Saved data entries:

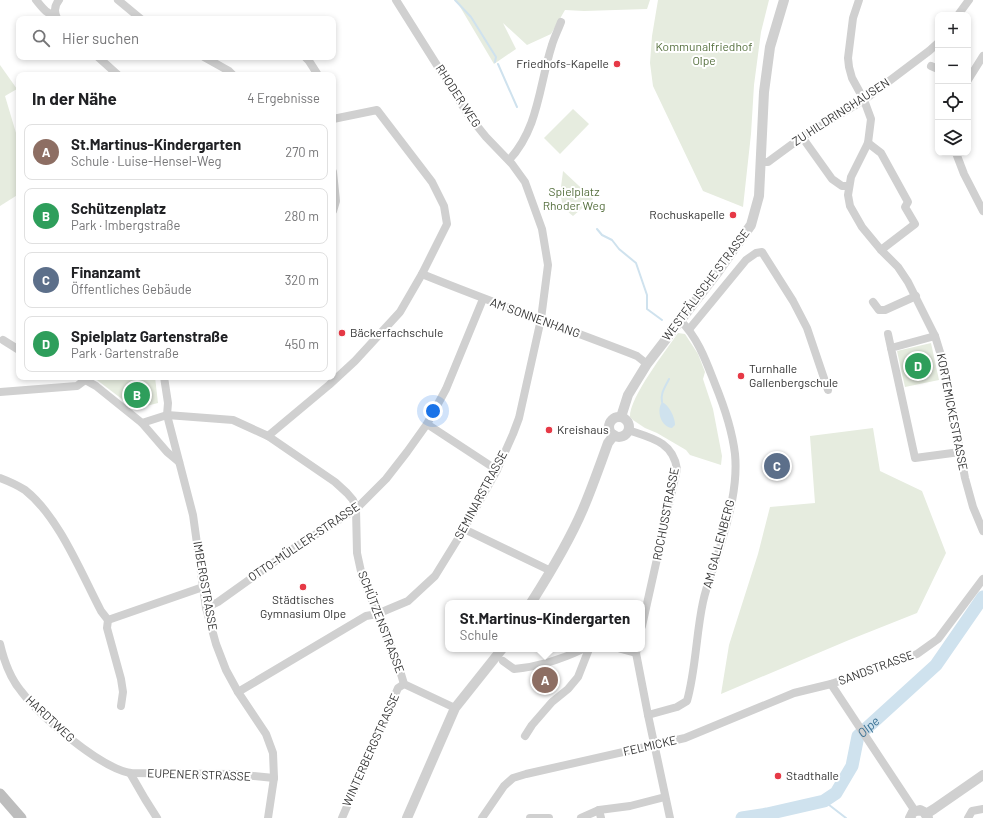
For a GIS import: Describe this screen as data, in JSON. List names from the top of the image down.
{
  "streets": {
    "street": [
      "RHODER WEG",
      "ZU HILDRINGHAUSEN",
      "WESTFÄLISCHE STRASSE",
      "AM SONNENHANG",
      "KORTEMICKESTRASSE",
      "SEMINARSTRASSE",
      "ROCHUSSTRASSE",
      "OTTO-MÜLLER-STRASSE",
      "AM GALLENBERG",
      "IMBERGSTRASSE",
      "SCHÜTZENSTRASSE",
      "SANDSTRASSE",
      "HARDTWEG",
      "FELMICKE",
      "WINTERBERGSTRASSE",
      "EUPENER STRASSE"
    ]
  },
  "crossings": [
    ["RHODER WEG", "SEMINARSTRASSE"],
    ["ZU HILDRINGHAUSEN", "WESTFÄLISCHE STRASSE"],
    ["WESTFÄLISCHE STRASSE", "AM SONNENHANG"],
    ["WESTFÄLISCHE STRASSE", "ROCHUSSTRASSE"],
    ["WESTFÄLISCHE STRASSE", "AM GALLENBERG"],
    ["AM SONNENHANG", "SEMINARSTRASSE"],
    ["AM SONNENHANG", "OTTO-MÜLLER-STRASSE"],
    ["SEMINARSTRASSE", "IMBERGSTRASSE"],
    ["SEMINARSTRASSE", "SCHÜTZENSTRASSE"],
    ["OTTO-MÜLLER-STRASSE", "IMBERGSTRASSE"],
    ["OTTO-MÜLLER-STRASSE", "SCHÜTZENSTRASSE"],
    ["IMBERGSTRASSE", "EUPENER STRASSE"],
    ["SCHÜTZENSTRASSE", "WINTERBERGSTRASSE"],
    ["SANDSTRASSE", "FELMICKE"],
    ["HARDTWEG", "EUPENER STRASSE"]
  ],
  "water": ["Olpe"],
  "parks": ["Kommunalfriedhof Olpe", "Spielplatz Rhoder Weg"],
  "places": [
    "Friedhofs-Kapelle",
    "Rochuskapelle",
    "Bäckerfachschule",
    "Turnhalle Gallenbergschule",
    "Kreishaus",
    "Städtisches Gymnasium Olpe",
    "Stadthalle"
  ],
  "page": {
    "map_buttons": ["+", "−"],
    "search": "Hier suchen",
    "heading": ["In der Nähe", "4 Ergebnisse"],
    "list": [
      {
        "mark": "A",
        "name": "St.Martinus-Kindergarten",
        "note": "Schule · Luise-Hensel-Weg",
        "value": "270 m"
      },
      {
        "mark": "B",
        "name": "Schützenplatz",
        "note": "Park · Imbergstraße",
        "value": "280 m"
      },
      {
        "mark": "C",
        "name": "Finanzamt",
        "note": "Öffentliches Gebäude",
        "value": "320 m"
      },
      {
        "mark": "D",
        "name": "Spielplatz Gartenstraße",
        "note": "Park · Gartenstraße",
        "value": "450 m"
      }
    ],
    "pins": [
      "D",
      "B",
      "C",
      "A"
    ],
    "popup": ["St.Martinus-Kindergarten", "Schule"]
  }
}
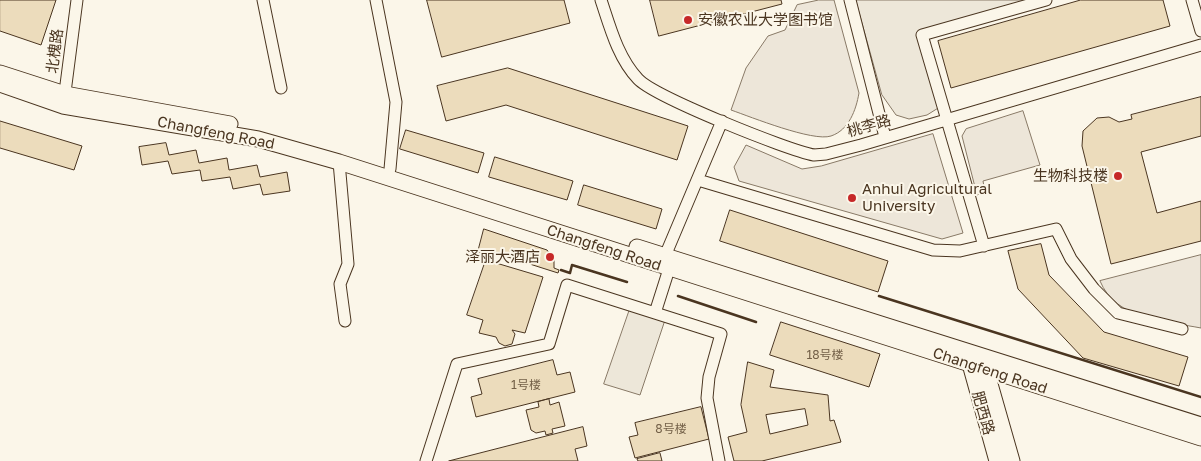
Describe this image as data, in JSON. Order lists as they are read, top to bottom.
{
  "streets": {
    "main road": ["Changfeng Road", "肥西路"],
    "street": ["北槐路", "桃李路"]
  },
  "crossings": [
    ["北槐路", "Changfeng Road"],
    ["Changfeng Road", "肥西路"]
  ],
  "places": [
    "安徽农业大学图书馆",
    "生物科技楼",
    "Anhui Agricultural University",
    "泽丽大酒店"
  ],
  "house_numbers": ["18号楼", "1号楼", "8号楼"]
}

* [Task brief]: Show each line in the entries that holds the string "SEMINARSTRASSE".

* [Response area]:
      "SEMINARSTRASSE",
    ["RHODER WEG", "SEMINARSTRASSE"],
    ["AM SONNENHANG", "SEMINARSTRASSE"],
    ["SEMINARSTRASSE", "IMBERGSTRASSE"],
    ["SEMINARSTRASSE", "SCHÜTZENSTRASSE"],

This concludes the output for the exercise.